Andersson zou aan nyctalopie hebben geleden: een aandoening waarbij je in het donker soms perfect zonder bril ziet, en op goed verlichte plaatsen weer een bril nodig hebt.

Hij was er wel

Je kan Andersson indirect wel aan de plaats delict koppelen.

Nee, we hebben geen keihard bewijs dat hij op 28 februari 1986 om 23.21 uur op de hoek van Tunnelgatan en Sveavägen in Stockholm stond. Maar er zijn genoeg bewijzen dat hij er wel kon zijn, en dat hij er op andere momenten met honderd procent zekerheid was. Hij had zelfs een ongewone belangstelling voor deze plek.

Op het moment van de moord woonde Andersson in Stockholm, op twintig minuten stappen van de plaats delict, alleen in een appartement. Hij zei tegen de politie dat hij op de avond van de moord ziek was en zijn huis niet had verlaten. Dat alibi werd onderuitgehaald door zijn broer. Die beweerde dat Christer hem op of daags voor 28 februari 1986 had geholpen met verhuizen. De broer had geen ziekte opgemerkt. Christer had ook geen dokter bezocht.

Andersson gaf zelf toe dat hij destijds geregeld wandelde langs Sveavägen, de weg waarlangs Palme werd vermoord.

De beste koffie van Stockholm

In de jaren na de moord, en mogelijk al eerder, dronk hij ongeveer twee keer per week koffie in een lunchroom pal tegenover de plek van de moord. Veel mensen hebben een favoriete stek, dus dat lijkt niet bijzonder. Totdat je Anderssons omstandigheden kent. Vanaf de zomer van 1987 woonde hij namelijk buiten Stockholm. Om die koffie te drinken, moest hij telkens een uur reizen.
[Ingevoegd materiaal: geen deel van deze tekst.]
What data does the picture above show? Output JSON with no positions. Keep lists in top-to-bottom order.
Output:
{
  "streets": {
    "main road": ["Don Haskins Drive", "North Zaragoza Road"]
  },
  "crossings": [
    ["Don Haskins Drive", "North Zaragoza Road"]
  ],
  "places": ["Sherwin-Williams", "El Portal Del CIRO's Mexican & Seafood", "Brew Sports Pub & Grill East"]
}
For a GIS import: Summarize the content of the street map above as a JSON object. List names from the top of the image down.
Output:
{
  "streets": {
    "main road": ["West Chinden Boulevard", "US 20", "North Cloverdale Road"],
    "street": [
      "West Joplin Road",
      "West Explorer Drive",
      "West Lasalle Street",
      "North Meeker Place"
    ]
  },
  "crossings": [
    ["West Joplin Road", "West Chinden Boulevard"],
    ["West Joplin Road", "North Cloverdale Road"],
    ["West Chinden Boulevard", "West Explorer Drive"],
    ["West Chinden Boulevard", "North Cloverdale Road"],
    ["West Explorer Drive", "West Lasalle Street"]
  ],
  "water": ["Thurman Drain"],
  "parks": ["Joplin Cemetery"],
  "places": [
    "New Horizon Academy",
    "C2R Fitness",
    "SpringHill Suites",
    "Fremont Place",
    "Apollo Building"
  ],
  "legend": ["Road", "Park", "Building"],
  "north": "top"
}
Heen en terug met het openbaar vervoer, want hij bezat geen auto.

Later zou hij op een plek gaan wonen zonder bus- of treinverbinding in de onmiddellijke omgeving, wat nog eens een fikse wandeling aan de reis toevoegde. Toch bleef hij naar Stockholm reizen voor die koffie. Hij had er wat voor over.

Andersson gaf geen reden voor zijn frequente bezoekjes aan Sveavägen. Hij werkte niet, was niet iemand die aan funshopping deed en had nauwelijks sociale contacten. Het personeel van de lunchroom zag hem nooit in gezelschap.

Toen de politie hem schaduwde op 28 februari 1996, precies tien jaar na de moord, bezocht hij Stockholm opnieuw om de lunchroom te bezoeken. Nadat zijn koffie op was, staarde hij buiten enige tijd richting plaats delict, maakte een ommetje richting zijn vroegere appartement, en nam de trein terug naar huis.

Hij gaf het zelfs toe

Christer Andersson is probleemloos te koppelen aan de plaats delict, zelfs al ontbreekt een formele identificatie, maar dat heeft zijn reden, zoals we konden zien. En dan zwijgen we nog over de andere elementen die hem interessant maken als verdachte. Zoals daar zijn:

  • een overduidelijk motief:  een vastgestelde haat jegens Olof Palme
  • een aanleiding: daags voor de moord leed Andersson financieel verlies door een maatregel van de regering-Palme
  • het feit dat hij op de dag van de moord de enige, in Stockholm legale Smith & Wesson bezat die nooit is gecontroleerd omdat het wapen onvindbaar bleek
  • Anderssons ongeloofwaardige verklaring voor die verdwijning
  • Anderssons wisselende en onsamenhangende argumenten waarom hij niet aan het politieonderzoek wilde meewerken
  • een getuige die verklaarde dat Andersson een tijdje voor de moord munitie had gekocht van het ongebruikelijke type waarmee Palme is gedood
  • ‘s mans onderduikgedrag na de moord
  • meerdere familieleden die overtuigd zijn van Christers schuld
  • een psychologisch profiel dat haast helemaal overeenkwam met het daderprofiel.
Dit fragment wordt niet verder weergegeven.